Timnas Prancis: Bukan Cuma Supporter Mbappé, Tapi Mesin Tengah
Di Piala Dunia 2018 dan 2022, Griezmann adalah jantung permainan Prancis. Dia mungkin gak selalu jadi pencetak gol utama, tapi dia adalah pemain yang ngerangkai semuanya dari belakang.
Di Euro, Piala Dunia, Nations League—lo bakal lihat satu hal konsisten: Griezmann gak pernah main setengah-setengah buat negaranya. Dia turun bertahan, nyari bola, kasih umpan, dan tetap jadi ancaman di sepertiga akhir.
Didier Deschamps bahkan bilang: “Griezmann adalah pemain paling penting dalam sistem saya.” Dan itu datang dari pelatih yang bawa Prancis ke dua final Piala Dunia.
Gaya Main: Campuran Gelandang Serang, Striker, dan Tukang Pressing
Griezmann itu unik banget karena dia gak bisa dikotak-kotakkan. Dia bisa:
- Main di belakang striker (second striker)
- Jadi false nine
- Turun ke tengah kayak gelandang box-to-box
- Nge-press kayak pemain bertahan
Staminanya gokil, visi permainannya tinggi, dan meski badannya kecil, dia jarang kalah duel. Dia juga bisa adaptasi ke siapa pun partnernya: dari Mbappé sampai Morata.

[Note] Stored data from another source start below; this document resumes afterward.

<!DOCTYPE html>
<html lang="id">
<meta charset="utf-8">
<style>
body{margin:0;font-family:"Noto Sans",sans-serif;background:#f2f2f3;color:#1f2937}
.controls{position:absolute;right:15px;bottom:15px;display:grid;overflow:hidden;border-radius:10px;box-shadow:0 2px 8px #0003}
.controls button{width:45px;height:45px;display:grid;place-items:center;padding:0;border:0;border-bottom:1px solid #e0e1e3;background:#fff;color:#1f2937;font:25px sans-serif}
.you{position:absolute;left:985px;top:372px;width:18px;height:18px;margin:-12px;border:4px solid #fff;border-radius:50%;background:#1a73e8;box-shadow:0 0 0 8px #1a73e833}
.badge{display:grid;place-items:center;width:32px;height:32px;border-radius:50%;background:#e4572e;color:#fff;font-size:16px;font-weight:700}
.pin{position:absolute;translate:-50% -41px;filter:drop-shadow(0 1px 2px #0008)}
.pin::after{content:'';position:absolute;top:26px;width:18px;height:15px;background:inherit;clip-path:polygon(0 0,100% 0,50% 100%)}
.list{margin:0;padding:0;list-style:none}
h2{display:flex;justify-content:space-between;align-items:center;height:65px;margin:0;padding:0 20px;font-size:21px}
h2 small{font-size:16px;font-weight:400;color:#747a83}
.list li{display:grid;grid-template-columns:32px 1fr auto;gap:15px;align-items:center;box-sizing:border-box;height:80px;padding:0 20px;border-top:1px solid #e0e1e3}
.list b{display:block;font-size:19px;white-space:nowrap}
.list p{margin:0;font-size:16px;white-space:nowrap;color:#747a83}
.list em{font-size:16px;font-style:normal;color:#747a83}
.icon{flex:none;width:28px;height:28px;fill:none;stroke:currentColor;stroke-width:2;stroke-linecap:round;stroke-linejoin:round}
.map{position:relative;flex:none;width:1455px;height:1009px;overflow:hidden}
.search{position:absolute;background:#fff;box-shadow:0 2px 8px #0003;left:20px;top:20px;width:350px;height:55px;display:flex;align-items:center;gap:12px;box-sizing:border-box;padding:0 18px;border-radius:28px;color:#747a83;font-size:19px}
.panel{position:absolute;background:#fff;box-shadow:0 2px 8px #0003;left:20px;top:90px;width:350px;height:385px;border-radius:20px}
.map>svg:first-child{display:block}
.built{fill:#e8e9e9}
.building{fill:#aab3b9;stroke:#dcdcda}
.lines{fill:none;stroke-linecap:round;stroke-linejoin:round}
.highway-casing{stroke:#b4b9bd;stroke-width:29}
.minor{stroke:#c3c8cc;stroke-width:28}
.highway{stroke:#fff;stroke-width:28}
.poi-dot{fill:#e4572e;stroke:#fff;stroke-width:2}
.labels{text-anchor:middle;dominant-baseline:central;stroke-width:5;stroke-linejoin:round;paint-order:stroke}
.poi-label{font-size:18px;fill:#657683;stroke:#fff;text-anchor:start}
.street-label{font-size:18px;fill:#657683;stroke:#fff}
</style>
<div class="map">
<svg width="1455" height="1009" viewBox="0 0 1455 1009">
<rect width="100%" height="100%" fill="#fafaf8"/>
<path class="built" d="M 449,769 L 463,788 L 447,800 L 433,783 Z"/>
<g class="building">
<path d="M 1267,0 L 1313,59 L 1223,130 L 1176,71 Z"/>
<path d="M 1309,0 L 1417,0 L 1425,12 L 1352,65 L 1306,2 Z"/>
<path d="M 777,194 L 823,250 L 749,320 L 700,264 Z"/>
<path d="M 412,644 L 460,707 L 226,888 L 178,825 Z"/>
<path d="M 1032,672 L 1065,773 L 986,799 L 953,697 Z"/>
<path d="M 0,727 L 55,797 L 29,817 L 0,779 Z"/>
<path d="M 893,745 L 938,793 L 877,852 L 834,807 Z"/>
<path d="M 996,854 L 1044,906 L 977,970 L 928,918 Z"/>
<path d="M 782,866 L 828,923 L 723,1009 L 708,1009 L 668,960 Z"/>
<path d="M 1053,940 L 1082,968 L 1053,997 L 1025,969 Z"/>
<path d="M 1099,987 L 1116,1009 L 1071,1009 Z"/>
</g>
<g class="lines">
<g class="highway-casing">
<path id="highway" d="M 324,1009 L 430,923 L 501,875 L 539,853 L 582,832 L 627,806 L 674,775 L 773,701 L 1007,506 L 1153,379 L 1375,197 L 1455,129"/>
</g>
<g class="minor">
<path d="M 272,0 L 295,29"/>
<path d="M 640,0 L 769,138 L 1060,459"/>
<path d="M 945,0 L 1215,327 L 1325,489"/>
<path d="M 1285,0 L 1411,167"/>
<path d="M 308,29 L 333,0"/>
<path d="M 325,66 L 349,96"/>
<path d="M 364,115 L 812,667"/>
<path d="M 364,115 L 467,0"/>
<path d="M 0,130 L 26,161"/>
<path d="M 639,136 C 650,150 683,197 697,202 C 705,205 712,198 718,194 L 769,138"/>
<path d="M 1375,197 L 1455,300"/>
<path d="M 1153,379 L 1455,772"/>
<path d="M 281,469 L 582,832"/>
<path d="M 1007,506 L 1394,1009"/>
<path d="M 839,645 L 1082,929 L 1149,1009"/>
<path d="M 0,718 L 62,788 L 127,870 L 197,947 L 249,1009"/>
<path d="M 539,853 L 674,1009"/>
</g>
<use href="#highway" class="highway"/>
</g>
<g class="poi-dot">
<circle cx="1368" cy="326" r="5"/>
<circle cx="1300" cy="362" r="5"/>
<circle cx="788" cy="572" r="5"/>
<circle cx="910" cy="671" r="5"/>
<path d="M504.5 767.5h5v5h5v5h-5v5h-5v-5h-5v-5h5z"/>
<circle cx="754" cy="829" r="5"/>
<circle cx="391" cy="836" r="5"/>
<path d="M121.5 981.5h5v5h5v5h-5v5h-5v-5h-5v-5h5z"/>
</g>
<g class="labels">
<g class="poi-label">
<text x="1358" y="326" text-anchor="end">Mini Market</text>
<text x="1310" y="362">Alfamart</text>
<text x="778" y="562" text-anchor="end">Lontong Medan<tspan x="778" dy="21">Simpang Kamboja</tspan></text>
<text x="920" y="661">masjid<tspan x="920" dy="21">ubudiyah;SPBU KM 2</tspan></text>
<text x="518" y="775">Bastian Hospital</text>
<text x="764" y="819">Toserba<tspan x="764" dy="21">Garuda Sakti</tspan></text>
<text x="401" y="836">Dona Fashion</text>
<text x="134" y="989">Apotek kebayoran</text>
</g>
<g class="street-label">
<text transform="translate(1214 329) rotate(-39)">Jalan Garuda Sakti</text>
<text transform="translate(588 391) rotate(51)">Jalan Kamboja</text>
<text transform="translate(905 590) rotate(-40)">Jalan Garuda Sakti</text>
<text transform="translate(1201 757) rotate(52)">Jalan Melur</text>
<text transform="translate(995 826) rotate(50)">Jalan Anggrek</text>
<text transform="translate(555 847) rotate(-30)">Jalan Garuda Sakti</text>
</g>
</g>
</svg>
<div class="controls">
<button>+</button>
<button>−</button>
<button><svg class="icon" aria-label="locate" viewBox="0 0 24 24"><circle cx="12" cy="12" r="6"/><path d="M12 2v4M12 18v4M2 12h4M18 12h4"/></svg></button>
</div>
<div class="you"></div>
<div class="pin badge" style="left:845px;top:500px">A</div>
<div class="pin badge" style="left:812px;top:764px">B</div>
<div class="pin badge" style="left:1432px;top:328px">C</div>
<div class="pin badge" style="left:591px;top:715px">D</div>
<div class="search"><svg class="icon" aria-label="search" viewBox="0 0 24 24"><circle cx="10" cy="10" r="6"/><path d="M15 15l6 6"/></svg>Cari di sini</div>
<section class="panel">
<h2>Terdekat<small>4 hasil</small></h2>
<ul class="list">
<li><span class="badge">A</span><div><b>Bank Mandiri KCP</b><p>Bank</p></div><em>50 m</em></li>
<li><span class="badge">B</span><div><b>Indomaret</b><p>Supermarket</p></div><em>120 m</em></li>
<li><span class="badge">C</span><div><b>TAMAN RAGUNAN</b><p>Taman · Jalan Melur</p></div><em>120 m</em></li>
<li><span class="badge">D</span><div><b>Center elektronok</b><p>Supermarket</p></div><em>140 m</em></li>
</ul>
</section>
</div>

Kesimpulan: Griezmann, Pemain Jenius yang Butuh Sistem yang Ngerti Dirinya
Antoine Griezmann bukan flop. Tapi dia juga bukan tipikal bintang yang cocok di semua sistem. Dia butuh pelatih yang ngerti gaya mainnya, dan rekan yang bisa sinkron sama movement-nya. Di Atletico dan Prancis, dia dapat itu. Di Barcelona? Sayangnya enggak.
Tapi satu hal yang gak bisa dibantah: Griezmann adalah pemain dengan etos kerja gila dan IQ bola di atas rata-rata. Dia bukan cuma soal gol, tapi soal gimana ngerangkai permainan modern dengan cara yang elegan tapi efisien.